How to complete this task:
Work through the data below line by line and say how many lines hold "places"; give only the number.

Extracted information:
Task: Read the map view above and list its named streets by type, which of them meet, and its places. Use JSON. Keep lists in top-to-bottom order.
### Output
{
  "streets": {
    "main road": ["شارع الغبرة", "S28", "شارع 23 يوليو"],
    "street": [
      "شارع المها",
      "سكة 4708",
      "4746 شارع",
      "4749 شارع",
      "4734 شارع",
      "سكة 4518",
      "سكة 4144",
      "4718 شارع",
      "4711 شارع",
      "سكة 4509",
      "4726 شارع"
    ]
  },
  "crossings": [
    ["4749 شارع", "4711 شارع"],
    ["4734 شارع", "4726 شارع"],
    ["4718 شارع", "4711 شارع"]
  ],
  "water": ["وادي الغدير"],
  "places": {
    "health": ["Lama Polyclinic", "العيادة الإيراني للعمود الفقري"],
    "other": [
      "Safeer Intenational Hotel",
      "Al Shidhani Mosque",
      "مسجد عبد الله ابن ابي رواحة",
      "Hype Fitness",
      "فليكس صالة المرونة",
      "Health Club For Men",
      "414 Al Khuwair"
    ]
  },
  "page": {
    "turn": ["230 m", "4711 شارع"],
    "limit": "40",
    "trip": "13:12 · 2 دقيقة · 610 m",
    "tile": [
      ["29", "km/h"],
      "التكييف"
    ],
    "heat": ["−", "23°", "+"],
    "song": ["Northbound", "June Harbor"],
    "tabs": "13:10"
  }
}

Problem solution:
2